# Flyfishing for kings



## true-king (Oct 2, 2007)

For those who fish/have fished for kings on fly, what methods do you use? Do you use sinking line to get your fly down deep and work it quickly to the boat, etc? Do you fish wrecks or what?


----------



## Stuart H. Brown (Oct 4, 2007)

True king,

I have not been fortunate enough to catch a king on fly but have tried and will continue.From speaking with others there are several productive measures. Blindcasting in a nice chum slick works but I'm not into alot of blind casting. I would prefer tobe around some bait being worked and hope my oddswere alittle better.I don't think sinking line is a necessity unless its rough water or the fish are down. You do wantto retrieve as fast as possible. I'd try a two handed. If you have a lipped fly you might could let it ride in the current while at anchor. Not themost traditionalof techniques but hey, I'm no purist. Hope that atleast gives you a start. Good luck! SHB


----------



## flyliner (Oct 13, 2007)

We regularly catch kings during the summer on the fly. Hands down the most productive setup is a sinking line, I use the depth charge by Orvis. A great pattern is a white deciever with either a green or blue back and will tie on about 6 to 8 inches of sevenstrand. A figure eight knot works well for attaching fly to leader.

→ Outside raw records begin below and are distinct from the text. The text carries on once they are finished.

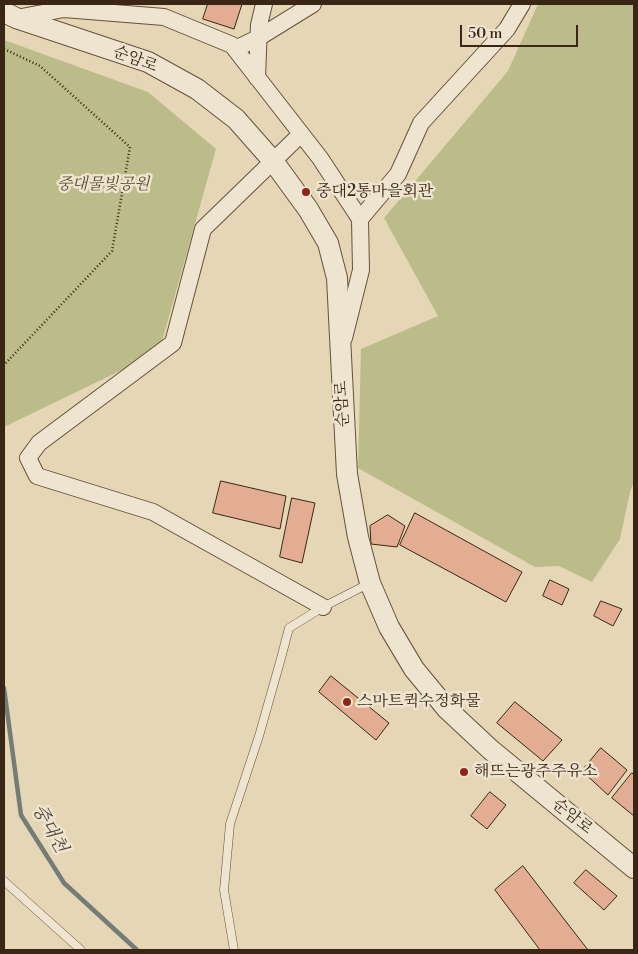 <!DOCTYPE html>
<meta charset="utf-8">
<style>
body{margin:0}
#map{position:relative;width:638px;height:954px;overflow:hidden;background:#e5d6b5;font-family:"Libre Bodoni",serif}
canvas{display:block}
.frame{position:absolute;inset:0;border:5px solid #392615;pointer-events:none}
.scale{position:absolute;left:460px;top:25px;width:118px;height:22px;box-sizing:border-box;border:2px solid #392615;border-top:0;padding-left:6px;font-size:15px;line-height:18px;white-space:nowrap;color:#392615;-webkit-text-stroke:4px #eee4cf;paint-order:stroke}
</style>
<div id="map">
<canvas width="638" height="954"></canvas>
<div class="frame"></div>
<div class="scale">50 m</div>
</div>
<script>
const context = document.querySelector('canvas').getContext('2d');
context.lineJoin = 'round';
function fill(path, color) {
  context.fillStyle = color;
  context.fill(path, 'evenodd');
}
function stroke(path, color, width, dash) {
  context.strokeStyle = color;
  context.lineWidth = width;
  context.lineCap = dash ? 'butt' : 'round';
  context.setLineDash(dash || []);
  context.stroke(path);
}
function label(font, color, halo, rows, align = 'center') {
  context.font = font + ' "Libre Bodoni","Noto Serif KR",serif';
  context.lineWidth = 5;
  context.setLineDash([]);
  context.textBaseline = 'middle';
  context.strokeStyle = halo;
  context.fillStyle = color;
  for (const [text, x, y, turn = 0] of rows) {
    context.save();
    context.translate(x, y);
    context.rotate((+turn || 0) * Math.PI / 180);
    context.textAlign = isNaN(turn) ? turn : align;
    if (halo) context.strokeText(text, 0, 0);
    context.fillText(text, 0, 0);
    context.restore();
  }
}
fill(new Path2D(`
 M538,4H634V482L630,492L620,539L592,582L559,566L535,567L358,468L361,349L438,316L384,218L508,71Z
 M4,40L148,92L216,149L159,352L4,427Z`), '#bbbc89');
stroke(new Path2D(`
 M4,688L21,815L64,883L137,950`), '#747c78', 4.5);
const building = new Path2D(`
 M208,4H242L234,29L203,19Z
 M221,481L286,496L280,529L213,513Z
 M292,498L315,503L302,563L280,557Z
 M415,513L522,572L506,602L400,545Z
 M388,515L405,526L397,547L371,544L370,526Z
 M550,580L569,589L562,605L543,596Z
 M601,601L622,609L613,626L594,616Z
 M331,676L389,723L376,740L319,692Z
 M515,702L562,740L543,761L497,723Z
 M601,748L627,770L608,795L582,771Z
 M632,773L634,775V816L612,798Z
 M490,792L506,805L487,829L471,816Z
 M523,866L588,950H540L495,890Z
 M586,870L617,896L604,910L574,883Z`);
fill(building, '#e2ad92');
stroke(building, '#392615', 1);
const service = new Path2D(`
 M4,881L81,950
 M234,950L224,890L230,824L259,736L280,662L289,628L323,607L370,583`);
const minor = new Path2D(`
 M16,18L64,9L164,17L232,45L320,158L360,219L361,270L344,338
 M235,49L258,38L313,4
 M257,78L259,25L264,4
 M301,134L203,229L173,343L39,443L28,458L37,476L153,512L323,607
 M360,219L398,174L421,123L507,29L522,4`);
const tertiary = new Path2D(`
 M4,12L16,18L148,62L197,89L236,119L273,161L308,209L328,243L337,278L347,474L358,537L370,583L389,627L414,669L447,709L491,750L634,868`);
stroke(service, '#64523d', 9);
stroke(minor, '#64523d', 18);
stroke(tertiary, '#64523d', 22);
stroke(new Path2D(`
 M4,49L40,66L130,147L112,251L4,365`), '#392615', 2.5, [1, 2.5]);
stroke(service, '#eee4cf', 8);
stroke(minor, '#eee4cf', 16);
stroke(tertiary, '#eee4cf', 20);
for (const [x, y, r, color] of [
 [306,192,5,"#8f2418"],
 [347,702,5,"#8f2418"],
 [464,772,5,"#8f2418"]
]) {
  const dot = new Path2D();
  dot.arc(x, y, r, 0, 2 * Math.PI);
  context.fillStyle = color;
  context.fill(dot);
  stroke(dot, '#eee4cf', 2);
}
label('16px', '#392615', '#eee4cf', [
 ["순암로",135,60,21],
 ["순암로",343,404,-93],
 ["순암로",572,817,39]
]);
label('italic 16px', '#5a4c32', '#eee4cf', [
 ["중대물빛공원",103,185]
]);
label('16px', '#392615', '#eee4cf', [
 ["중대2통마을회관",316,192],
 ["스마트퀵수정화물",357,702],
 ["해뜨는광주주유소",474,772]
], 'left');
label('italic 18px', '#524a3e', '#eee4cf', [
 ["중대천",49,829,61]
]);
</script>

If you know of some fads, drift by them and let fly sink as deep as possible before rapidly stripping it back to the surface. May consider investing in a chum churner. Anchor on the edge and start churning and it can be pretty solid action between the kings and big bonitas.










Caught off Destin on a clouser and sinking line


----------



## Stuart H. Brown (Oct 4, 2007)

Nice king. Thanks for giving some proven advice. How deep do you think you're fishing when you let your fly sink and what weight do you prefer? Thanks, SHB


----------